Filter the entries below, keeping every line that has the word "limit".

▼▼▼

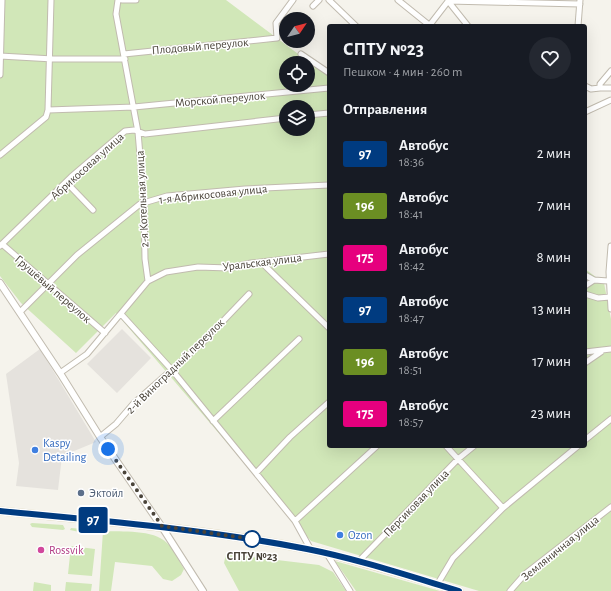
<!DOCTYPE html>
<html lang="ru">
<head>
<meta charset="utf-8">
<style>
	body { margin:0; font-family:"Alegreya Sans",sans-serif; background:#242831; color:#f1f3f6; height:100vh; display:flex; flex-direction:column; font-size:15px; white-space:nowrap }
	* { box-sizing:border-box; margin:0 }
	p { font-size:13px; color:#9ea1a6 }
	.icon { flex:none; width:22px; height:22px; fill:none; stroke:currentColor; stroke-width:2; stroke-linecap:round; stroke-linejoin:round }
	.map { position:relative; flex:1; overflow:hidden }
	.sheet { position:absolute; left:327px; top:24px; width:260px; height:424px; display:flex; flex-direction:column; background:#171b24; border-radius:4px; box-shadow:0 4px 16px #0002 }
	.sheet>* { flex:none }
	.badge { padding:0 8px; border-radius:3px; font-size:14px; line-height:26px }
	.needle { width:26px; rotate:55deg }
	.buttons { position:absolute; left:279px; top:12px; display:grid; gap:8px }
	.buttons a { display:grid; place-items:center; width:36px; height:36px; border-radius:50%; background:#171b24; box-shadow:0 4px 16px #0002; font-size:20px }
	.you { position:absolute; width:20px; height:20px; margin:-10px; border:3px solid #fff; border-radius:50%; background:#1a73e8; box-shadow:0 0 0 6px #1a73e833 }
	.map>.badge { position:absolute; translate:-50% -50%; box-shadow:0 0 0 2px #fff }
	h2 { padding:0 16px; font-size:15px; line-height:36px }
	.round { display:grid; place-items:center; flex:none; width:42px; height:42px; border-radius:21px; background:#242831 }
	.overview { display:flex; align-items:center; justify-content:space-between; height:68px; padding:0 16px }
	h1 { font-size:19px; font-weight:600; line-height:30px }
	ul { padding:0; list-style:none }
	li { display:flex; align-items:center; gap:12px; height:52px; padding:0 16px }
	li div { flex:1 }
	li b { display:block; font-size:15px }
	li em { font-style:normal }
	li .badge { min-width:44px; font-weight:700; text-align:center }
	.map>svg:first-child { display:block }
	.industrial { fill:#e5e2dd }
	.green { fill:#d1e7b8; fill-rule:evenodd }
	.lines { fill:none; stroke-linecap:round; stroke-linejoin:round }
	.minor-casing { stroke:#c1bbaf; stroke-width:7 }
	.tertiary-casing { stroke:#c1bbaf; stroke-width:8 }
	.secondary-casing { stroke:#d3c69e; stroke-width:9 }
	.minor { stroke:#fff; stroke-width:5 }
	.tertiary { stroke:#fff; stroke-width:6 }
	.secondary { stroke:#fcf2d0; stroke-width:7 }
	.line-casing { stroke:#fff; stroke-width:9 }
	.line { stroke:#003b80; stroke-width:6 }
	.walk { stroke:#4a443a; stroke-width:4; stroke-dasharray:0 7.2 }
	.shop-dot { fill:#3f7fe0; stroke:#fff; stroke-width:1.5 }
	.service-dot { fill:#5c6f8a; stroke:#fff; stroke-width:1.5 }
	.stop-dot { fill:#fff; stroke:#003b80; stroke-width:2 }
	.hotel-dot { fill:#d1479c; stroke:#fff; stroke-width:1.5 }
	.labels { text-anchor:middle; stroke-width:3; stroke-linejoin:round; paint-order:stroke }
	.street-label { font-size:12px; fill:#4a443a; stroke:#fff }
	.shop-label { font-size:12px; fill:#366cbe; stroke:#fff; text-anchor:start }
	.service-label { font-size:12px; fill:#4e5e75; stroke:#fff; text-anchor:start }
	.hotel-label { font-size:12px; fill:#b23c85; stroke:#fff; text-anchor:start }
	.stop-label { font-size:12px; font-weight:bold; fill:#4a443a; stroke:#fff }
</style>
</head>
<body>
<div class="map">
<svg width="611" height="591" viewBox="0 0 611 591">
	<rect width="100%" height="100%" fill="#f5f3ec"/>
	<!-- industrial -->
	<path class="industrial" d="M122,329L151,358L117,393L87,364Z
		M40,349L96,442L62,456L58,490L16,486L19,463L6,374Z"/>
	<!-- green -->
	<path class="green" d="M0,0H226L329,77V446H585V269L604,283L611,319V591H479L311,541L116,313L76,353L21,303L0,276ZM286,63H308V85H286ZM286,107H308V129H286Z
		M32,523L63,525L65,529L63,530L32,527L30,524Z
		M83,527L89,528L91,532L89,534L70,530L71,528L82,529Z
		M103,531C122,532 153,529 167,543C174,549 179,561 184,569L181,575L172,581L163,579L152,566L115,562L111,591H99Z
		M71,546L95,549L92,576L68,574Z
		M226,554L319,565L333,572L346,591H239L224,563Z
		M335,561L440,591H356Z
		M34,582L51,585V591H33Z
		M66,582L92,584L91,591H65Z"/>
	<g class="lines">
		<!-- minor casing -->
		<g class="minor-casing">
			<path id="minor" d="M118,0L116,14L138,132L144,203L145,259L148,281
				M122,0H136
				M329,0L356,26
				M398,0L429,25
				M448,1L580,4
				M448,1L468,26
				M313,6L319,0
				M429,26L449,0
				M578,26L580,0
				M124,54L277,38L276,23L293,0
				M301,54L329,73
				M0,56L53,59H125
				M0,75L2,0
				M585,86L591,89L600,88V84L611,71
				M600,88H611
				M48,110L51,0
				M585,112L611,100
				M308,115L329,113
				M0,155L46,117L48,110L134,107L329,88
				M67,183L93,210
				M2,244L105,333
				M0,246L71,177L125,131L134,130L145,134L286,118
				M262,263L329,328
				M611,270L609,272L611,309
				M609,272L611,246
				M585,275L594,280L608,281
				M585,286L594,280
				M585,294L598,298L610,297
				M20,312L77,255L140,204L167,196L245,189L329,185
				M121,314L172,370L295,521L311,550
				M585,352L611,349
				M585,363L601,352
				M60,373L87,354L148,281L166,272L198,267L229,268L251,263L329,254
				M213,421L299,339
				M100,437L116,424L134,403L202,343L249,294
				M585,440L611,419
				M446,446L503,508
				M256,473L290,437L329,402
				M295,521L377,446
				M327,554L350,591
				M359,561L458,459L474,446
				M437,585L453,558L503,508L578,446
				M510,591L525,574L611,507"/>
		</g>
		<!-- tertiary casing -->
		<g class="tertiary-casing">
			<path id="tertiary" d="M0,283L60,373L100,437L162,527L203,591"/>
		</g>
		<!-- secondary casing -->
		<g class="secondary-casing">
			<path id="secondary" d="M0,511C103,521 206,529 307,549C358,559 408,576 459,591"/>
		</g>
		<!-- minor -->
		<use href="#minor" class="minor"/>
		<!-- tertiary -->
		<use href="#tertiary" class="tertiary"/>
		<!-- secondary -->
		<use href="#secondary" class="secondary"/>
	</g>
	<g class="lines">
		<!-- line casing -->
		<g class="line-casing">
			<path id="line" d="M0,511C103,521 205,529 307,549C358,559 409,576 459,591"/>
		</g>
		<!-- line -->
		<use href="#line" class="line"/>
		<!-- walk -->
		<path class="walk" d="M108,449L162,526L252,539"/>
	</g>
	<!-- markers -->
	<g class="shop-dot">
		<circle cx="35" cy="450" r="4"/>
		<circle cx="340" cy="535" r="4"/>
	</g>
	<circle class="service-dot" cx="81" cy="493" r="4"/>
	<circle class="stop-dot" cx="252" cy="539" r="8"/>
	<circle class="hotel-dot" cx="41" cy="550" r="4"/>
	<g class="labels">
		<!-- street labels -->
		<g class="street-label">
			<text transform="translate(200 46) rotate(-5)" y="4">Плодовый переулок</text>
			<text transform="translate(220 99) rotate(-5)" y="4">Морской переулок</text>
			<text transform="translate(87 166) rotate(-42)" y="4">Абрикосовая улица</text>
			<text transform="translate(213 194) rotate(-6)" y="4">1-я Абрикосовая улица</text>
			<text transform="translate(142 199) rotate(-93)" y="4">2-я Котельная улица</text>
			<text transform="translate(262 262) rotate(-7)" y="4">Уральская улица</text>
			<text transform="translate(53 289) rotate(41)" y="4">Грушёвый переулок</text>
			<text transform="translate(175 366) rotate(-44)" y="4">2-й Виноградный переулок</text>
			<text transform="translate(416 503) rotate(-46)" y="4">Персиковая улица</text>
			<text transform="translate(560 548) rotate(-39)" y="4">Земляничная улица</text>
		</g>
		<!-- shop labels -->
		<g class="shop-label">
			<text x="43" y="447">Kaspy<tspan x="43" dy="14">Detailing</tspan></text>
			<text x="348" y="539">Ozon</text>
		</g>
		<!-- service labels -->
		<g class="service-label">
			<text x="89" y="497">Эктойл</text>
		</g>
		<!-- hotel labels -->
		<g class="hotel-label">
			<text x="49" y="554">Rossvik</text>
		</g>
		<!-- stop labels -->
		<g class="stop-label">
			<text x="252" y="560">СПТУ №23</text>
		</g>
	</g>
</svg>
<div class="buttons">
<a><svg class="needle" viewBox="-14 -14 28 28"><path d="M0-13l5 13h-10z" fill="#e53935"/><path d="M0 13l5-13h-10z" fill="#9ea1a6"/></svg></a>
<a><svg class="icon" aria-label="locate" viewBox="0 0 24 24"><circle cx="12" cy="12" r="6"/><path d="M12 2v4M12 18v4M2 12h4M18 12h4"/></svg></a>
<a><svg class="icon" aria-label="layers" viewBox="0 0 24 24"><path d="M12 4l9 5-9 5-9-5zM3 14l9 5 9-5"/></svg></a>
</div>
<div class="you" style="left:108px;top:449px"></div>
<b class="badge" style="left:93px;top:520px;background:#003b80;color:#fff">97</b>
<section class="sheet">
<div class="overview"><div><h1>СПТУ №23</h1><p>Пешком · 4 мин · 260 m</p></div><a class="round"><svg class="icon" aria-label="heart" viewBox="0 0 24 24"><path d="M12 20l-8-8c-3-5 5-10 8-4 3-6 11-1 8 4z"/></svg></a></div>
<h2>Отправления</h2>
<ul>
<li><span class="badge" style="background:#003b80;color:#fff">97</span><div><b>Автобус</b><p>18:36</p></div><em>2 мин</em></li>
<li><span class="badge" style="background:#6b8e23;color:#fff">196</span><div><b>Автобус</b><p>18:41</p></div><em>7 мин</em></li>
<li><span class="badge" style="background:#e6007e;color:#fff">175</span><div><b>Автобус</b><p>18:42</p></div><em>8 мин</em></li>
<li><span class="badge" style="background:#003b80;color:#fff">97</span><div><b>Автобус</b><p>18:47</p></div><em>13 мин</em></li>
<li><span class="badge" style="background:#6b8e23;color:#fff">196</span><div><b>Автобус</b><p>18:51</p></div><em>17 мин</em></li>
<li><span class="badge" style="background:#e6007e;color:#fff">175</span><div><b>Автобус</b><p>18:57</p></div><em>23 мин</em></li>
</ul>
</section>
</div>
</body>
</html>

▲▲▲
▼▼▼

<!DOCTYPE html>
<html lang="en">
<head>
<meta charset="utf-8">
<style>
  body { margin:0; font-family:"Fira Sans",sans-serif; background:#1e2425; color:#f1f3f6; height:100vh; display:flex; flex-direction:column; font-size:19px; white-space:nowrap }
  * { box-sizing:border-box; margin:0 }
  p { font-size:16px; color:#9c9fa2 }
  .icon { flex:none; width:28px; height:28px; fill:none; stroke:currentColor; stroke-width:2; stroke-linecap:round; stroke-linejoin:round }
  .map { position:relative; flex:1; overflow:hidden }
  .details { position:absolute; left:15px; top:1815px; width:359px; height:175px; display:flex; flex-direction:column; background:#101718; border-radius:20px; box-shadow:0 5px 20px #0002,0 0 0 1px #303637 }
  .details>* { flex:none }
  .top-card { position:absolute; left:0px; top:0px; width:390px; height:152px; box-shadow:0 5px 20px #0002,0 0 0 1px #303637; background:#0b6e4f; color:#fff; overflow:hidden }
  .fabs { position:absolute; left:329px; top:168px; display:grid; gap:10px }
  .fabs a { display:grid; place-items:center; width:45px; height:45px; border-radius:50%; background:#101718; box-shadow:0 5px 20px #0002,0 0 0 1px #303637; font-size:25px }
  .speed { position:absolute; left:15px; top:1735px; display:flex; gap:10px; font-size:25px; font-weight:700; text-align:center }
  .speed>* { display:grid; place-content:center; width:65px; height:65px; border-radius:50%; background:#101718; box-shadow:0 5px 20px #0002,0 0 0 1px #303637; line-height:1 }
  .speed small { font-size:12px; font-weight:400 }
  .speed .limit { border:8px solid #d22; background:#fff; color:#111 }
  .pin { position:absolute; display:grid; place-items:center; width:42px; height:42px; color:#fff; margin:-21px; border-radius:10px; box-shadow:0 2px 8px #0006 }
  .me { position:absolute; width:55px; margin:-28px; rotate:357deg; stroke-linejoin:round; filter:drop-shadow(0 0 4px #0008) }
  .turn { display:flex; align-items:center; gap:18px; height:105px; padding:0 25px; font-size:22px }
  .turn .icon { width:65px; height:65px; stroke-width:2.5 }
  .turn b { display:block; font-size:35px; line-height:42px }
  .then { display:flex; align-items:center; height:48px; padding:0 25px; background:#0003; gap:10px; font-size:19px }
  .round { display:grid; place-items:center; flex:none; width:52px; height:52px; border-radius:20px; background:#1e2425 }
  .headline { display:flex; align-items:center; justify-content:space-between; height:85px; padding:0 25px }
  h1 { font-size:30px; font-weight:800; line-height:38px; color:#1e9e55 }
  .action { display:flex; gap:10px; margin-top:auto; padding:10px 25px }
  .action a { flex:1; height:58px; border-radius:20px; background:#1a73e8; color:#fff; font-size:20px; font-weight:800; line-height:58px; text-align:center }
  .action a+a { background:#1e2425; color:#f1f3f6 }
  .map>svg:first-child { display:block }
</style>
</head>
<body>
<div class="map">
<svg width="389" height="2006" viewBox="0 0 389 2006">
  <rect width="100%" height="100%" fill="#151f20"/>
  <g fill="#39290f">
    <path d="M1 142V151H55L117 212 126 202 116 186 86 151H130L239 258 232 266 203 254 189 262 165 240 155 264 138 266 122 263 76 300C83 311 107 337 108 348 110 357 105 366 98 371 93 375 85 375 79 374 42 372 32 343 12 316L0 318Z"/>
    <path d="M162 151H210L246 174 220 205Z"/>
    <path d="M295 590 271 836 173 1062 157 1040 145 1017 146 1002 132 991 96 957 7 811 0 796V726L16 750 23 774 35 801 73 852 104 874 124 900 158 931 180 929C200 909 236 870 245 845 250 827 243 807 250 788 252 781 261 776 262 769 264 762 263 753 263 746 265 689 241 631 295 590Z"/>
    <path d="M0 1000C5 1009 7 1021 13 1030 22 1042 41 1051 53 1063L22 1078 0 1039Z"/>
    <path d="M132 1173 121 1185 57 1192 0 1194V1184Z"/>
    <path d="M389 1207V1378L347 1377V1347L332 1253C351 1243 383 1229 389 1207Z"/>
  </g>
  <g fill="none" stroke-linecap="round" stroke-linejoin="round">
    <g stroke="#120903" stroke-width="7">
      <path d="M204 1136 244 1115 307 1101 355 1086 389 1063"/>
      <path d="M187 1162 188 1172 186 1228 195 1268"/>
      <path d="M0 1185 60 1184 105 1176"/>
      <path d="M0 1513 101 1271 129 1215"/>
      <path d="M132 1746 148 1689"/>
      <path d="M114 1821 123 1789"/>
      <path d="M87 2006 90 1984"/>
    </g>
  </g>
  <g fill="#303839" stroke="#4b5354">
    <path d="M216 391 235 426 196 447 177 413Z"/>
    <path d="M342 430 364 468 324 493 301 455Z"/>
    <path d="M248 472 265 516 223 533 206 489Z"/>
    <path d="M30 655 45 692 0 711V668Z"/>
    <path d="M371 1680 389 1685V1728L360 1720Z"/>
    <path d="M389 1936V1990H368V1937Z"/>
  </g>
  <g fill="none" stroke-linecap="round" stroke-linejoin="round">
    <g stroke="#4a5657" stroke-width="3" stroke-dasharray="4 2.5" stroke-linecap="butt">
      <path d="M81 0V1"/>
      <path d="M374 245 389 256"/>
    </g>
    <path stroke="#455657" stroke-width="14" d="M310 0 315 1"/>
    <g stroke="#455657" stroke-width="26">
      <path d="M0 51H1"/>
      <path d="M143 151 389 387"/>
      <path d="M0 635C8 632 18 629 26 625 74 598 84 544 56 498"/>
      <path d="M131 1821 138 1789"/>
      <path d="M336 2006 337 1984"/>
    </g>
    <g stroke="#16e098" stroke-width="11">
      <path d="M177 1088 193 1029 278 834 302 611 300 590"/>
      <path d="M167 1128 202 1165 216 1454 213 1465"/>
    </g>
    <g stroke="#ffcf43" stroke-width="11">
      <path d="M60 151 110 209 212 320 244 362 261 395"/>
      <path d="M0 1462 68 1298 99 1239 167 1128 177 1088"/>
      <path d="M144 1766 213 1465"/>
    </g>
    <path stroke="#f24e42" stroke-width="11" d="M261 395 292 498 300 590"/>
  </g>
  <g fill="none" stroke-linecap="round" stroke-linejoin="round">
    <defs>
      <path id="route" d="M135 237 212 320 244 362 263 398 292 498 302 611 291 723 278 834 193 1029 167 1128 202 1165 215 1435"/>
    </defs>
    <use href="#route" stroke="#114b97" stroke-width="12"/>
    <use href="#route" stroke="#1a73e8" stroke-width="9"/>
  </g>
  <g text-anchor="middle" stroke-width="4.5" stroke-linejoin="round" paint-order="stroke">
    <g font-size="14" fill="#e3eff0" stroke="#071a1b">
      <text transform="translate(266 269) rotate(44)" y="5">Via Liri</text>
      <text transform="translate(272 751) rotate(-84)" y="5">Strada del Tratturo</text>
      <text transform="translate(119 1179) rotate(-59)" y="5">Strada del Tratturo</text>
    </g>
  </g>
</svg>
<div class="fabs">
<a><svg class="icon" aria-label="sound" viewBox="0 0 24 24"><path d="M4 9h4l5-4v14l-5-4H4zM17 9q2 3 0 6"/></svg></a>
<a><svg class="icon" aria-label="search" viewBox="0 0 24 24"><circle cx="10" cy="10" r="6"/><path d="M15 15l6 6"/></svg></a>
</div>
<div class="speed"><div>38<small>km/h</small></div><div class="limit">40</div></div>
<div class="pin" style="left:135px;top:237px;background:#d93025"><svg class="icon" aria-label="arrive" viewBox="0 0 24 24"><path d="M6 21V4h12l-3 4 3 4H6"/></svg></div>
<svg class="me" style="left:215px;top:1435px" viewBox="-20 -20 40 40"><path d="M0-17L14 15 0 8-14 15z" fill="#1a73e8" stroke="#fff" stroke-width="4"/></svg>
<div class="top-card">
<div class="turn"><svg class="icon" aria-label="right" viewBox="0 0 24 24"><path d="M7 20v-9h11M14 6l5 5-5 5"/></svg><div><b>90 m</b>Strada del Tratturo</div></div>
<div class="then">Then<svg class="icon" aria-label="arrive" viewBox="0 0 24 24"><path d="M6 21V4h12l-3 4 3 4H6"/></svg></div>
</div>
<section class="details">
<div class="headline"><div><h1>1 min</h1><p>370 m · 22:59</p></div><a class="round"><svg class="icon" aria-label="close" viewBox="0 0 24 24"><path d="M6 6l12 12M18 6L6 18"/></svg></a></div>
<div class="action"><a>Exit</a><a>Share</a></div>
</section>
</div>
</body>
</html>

▲▲▲

§ **YOUR SOLUTION**:
  .speed .limit { border:8px solid #d22; background:#fff; color:#111 }
<div class="speed"><div>38<small>km/h</small></div><div class="limit">40</div></div>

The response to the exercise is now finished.